Two wrongs do make a right
Yogi Adityanath’s Hindu Yuva Vahini are increasingly clashing with the party that put him in power, the BJP. It’s like that moment in a WWE tag team match where the two members of the ‘bad guys’ turn on each other.
What else?
Urijit Patel has grown a spine - which can only mean he’s soon on his way out.
It only takes one moron sneezing for a second to undo a 5-hour-delicately-crafted ice-cream-stick-house. So yeah, whatever little progress has been made in rural areas has been undone thanks to one man’s sneeze (itch?) for demonetization.
Awkwardness in Boratland!
Kazakhsthan! Greatest country in the world! All other countries are run by state heads who really don’t want to bump into each other after all that badmouthing.
The China-backed Shanghai Cooperation Organization brought together China, India and Pakistan (among others, but who care about the rests, eh?) and things were awkward af (as the kids these days say): India basically accused Pakistan of terrorism while they were... Y'know, right there. Imagine SBI inviting Vijay Mallya to a how-to-reduce-NPA conference.
It’s not all gloom at home!
The best news of the week hardly got any coverage: ISRO launched its most powerful rocket yet! Second best news - the authors’ homestate decided prohibition was a stupid idea and is getting rid of it. Yay!
British Comedy
Prime Minister Theresa May basically did the political equivalent of an engineering college student submitting a paper for re-evaluation and getting lower marks than before. A few weeks back, in order to bolster her Brexit chances, she called for a snap poll. Long story short - she got less seats, still remains the PM (but with an even bigger headache Brexit & party-wise) and the ‘loser’, Jeremy Corbyn of the Labour Party is now critically and journalistically acclaimed after coming back from the dead.
Britain needed this comedy, because earlier in the week it suffered yet another terrorist attack and of course, Trump and his Twitter account found a way to make everything awkward.
Speaking of L’Orange
Now might be a good time for us to admit that we all have a bit of a mancrush on James Comey: Especially after he ripped into Donald Trump. While revealing nothing new, what the ex-FBI chief’s testimony did show is that he has more political acumen than all the Republicans put together - which is hardly saying anything. Basically, he fought hard to maintain the integrity of the FBI, which he was fired from. Outcome? Left-leaning media had a good Friday, the Republicans showed that they’ve stopped caring (and sneakily, when everyone was distracted, did this). More shockingly, Trump tweeted nothing for hours! Earlier in the week, Comey told Attorney-General Jeff Sessions not to leave him alone with Trump - so now that makes it both genders having the same fear. As someone on CNN said, “Let’s just wait for the movie”.
Oh by the way, the US has a new FBI chief. When Trump said ‘impeccable character’, he meant ‘connections to Russia’.

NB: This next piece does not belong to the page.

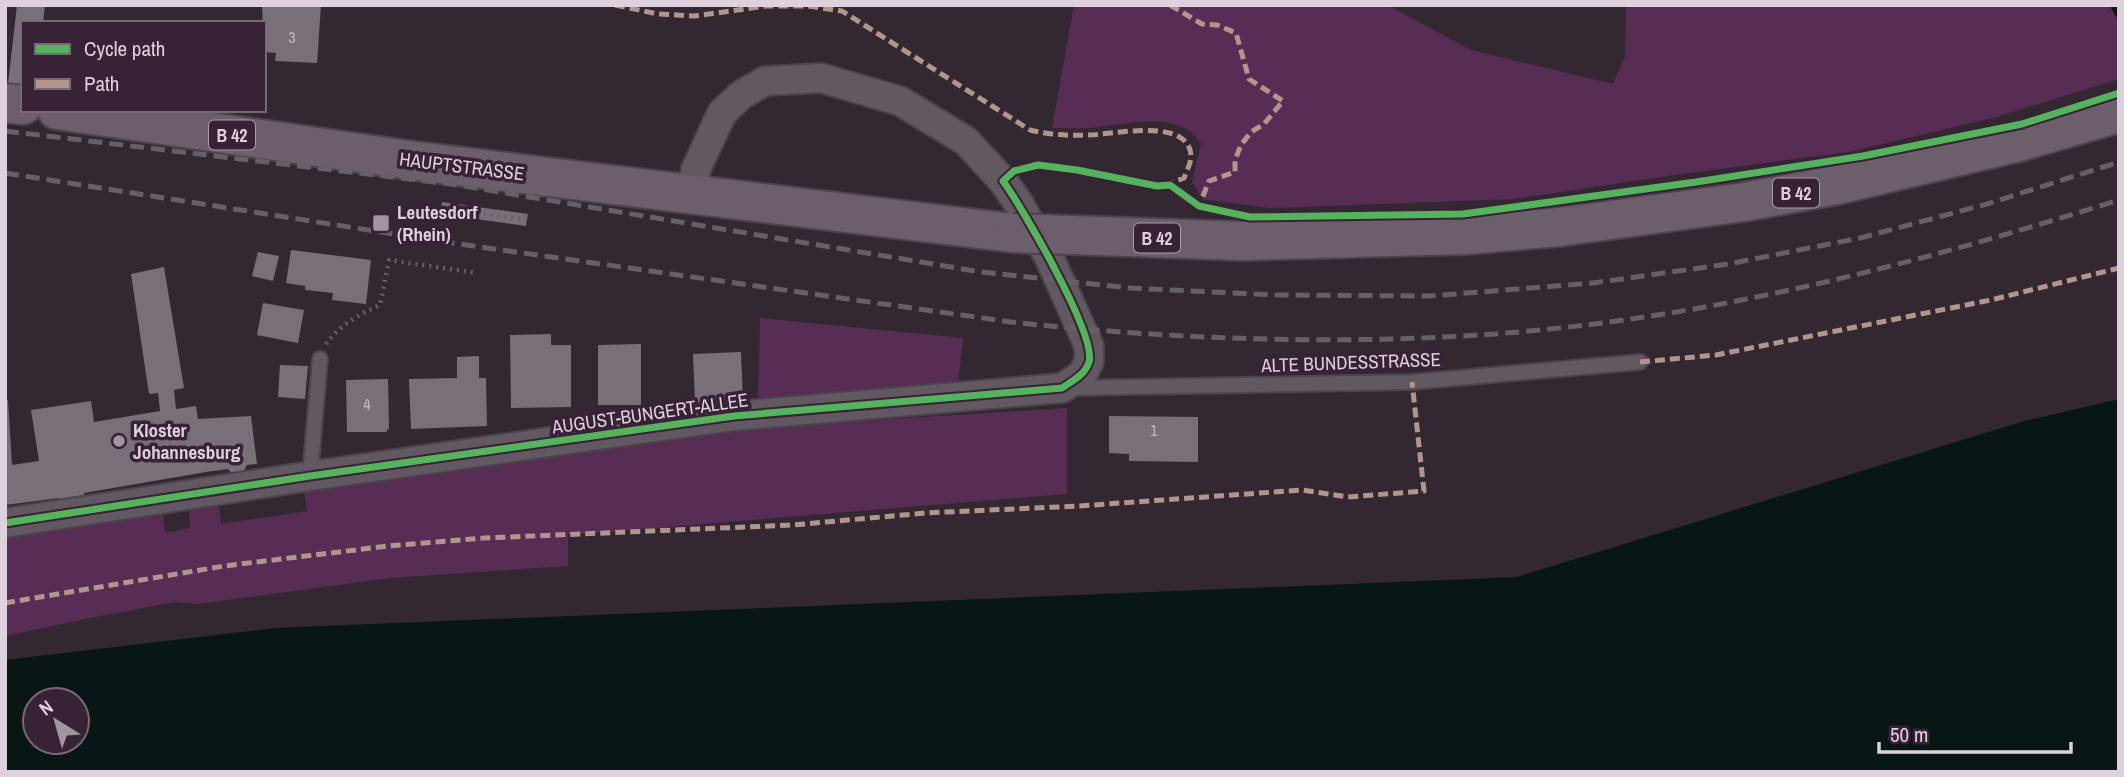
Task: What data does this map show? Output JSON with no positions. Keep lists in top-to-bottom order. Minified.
{"streets":{"main road":["B 42","HAUPTSTRASSE"],"street":["AUGUST-BUNGERT-ALLEE"],"lane":["ALTE BUNDESSTRASSE"]},"crossings":[["ALTE BUNDESSTRASSE","AUGUST-BUNGERT-ALLEE"]],"places":{"transit":["Leutesdorf (Rhein)"],"other":["Kloster Johannesburg"]},"house_numbers":["3","4","1"],"legend":["Cycle path","Path"],"scale_bar":"50 m","north":"top left"}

Trump is truly admirable in following the ‘don’t do what society tells you to do’ adage: He’s rubbished his own lawyers with respect to the travel ban (which is now in the Supreme Court), his own press secretary on his position on Qatar, and clearly the will of the people (his approval rating is at 34%) by staying in office.
Remember all that climate change brouhaha last week? California clearly couldn't give two hoots about what Trump thinks and is directly doing something about climate change, as is Hawaii.
From the bijnej pages.
Finally, erstwhile internet posterboy Yahoo is going to be put out of its misery. Marissa Mayer’s leadership is partially praised but mostly reviled. Amazon is going after low-income households (fiendishly clever and ambitious). And by the way, if you’re looking for a nice work-life balance, then don’t head to Silicon Valley. Apple held a DevConference: They made an Echo-like speaker and finally got serious about AR, which means... Mactards will talk about how innovative Apple is for doing something the rest of the world did 2 years ago.
Dohahahahahaha
Remember last week that the Gulf countries isolated Qatar with a little encouragement from Trump? Turns out, that’s probably because Russian hackers planted fake news, to destabilize links with US allies. For which Trump… took credit (huh?. Cannotableto. Vox’s excellent theory - Russia is ‘like a company that sells both cigarettes and smoking cessation tools’. And then Trump called for unity. Make up your mind, dingbat! And, yes, it’s all over gas.
What else?
Ireland’s new prez has Indian roots, and is gay. What a story! Sadly, there were terror attacks in the Iran Parliament (and yes, The Baboon found a way to make that awkward as well.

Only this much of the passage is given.